After the ‘Black Wars’ of the mid 1820’s to early 1830’s in Tasmania, many of the surviving Aboriginal peoples were interned at Wyballena on Flinders Island in Bass’ Strait where over one hundred died due to the poor conditions.  In 1847, with the Flinders Island settlement deemed a failure, the remaining population were decamped to Oyster Cove, an old convict station near Hobart.

Questions of responsibility were uppermost in my mind when I made Your World is my Oyster (Cove) (2016-17). The title Your World is My Oyster (Cove), is a play on the phrase ‘The world is your oyster’, meaning that the subject of the phrase may have anything they desire. The title speaks across time to property ownership, privilege, and entitlement. My title places myself (and also any viewer) in the picture as the property owner, she who is able to desire and own, while ‘your world’ addresses across time the Aboriginal figures in the painting whose possession of their world was at the time of their internment at Oyster Cove, increasingly threatened.

Your World is my Oyster (Cove) (2016-17).

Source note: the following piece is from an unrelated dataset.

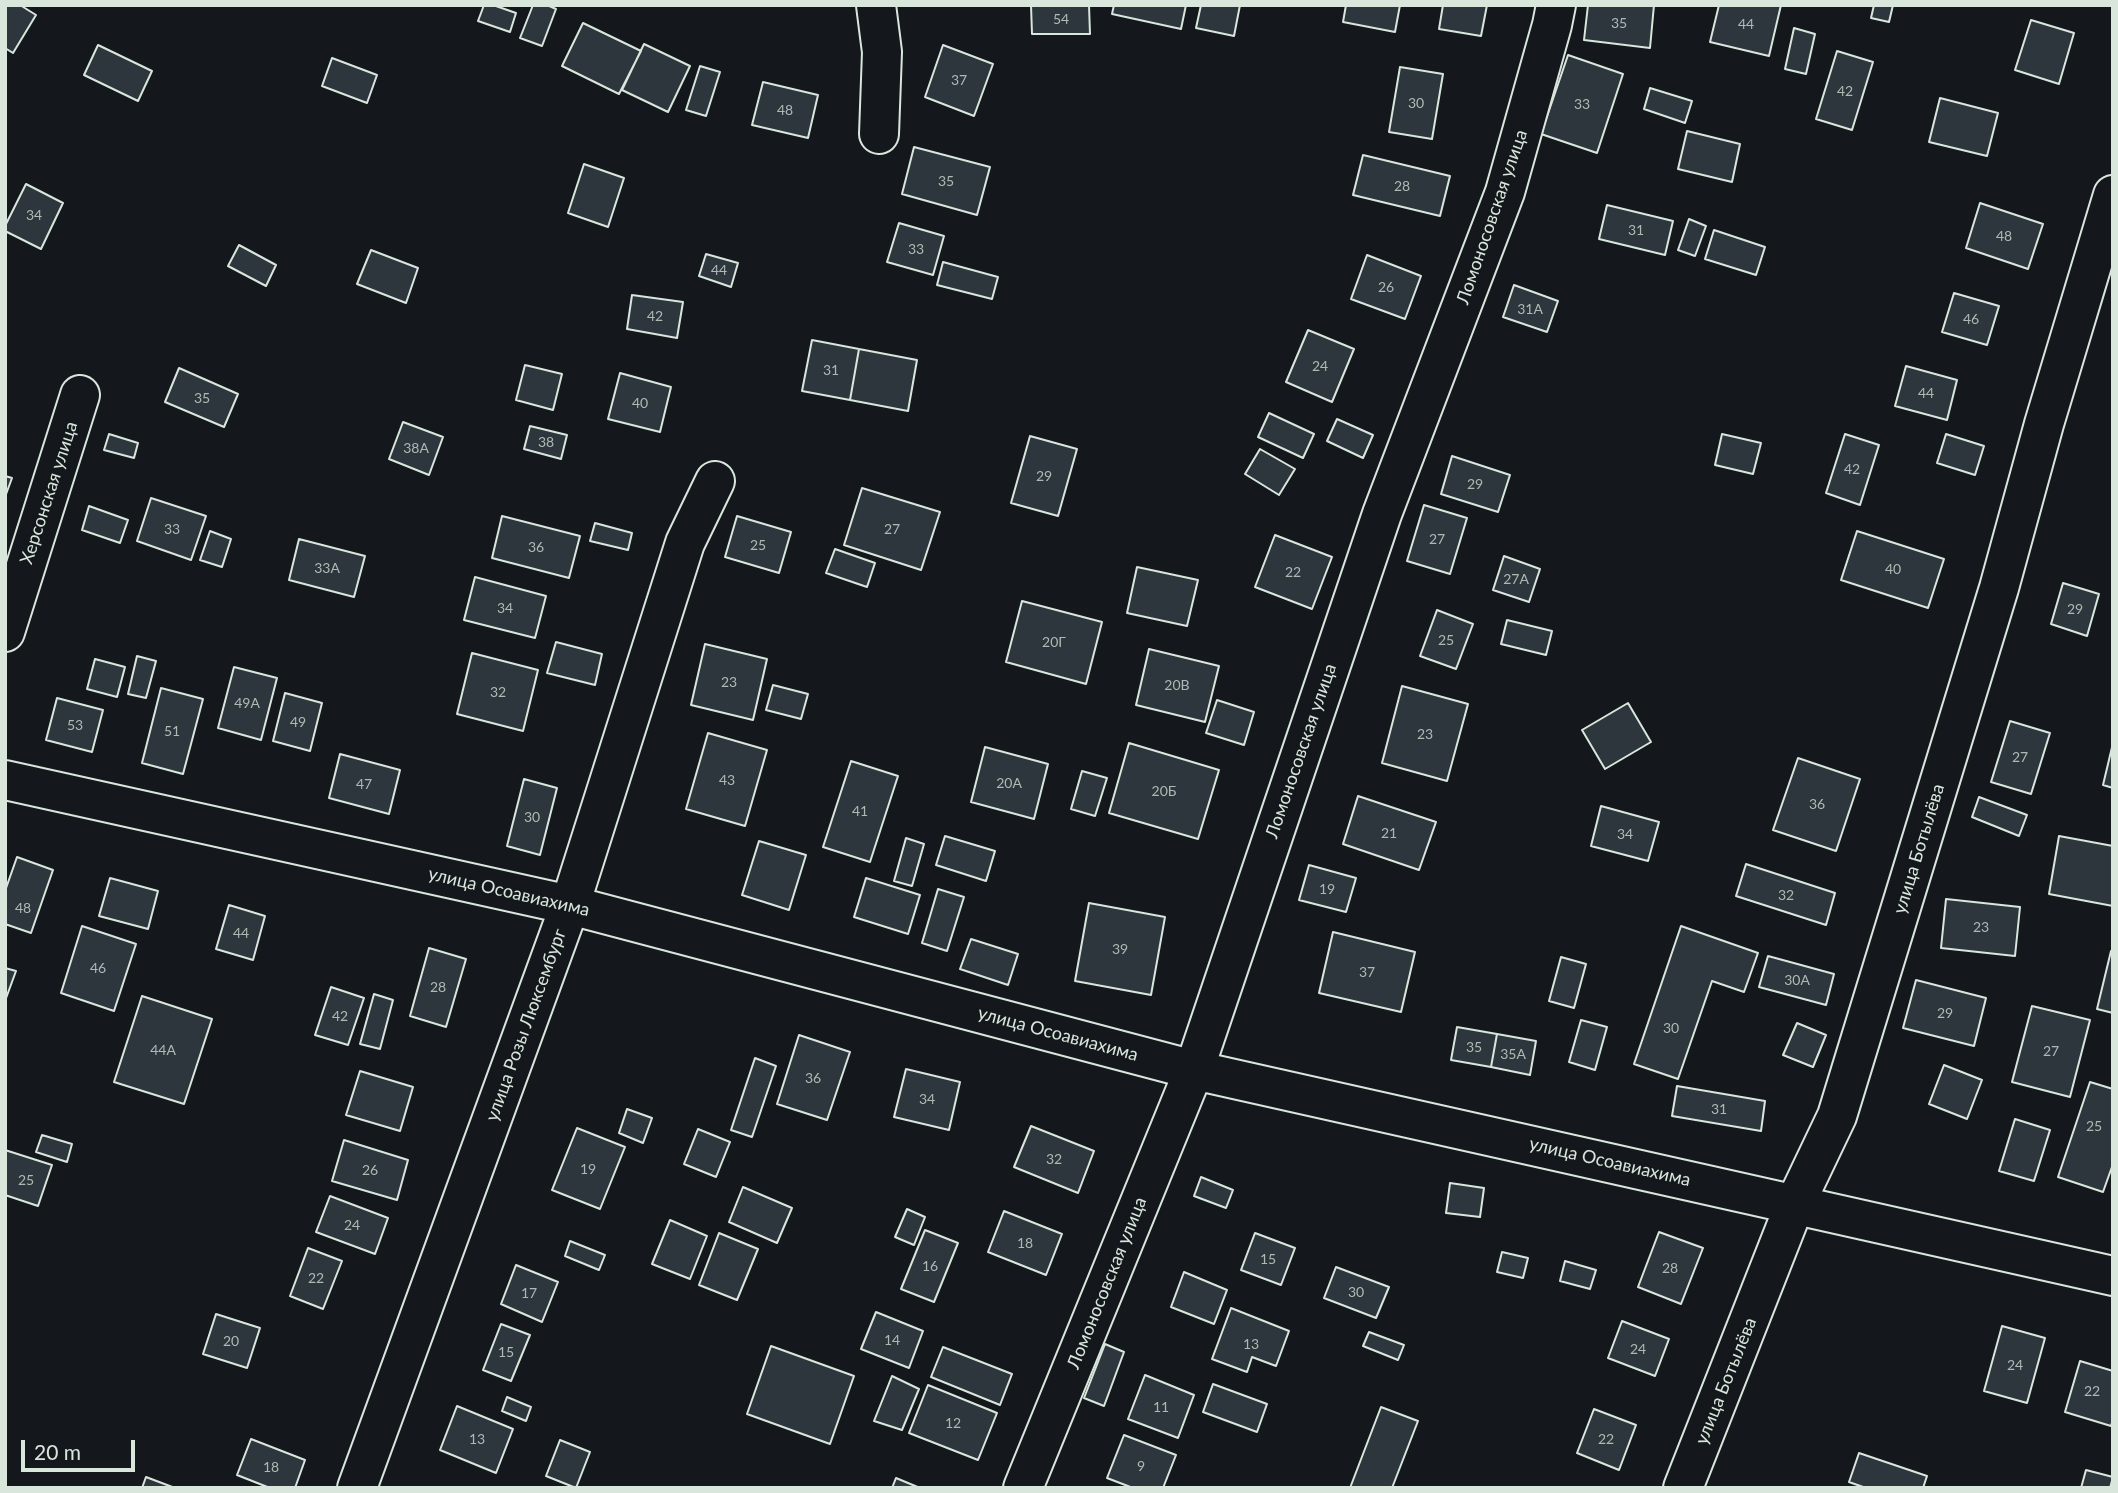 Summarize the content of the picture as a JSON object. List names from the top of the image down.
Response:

Picture credit P1xels

Your World is my Oyster (Cove) (2016-17). Picture credit P1xels

Oysters are a rich, succulent food associated with wealth and opulence and they are endemic to Tasmanian waters. The insides of the shells are pearlised and lustrous while the contrasting exterior is all sharp, angular edges reflecting the tension between the beauty of this environment and its terrible history. All the oyster shells below the painting are empty, shucked: they have been stripped of their bounty and discarded like ruins; they are the trace of history.  The shells in the work come from the waterway shared by the cove.  The locale is an important component in the work, embedding place as a strategic element within it. Sand is mixed with the paint to create texture and volume. The paint is applied with palette knives of different sizes but also (in the case of the figures) with small brushes giving contrast between the faces and the surrounding surfaces.  The faces were executed with care to show sensitivity to eyes and mouths especially as these are the areas of the human face that tend to convey emotion most expressively.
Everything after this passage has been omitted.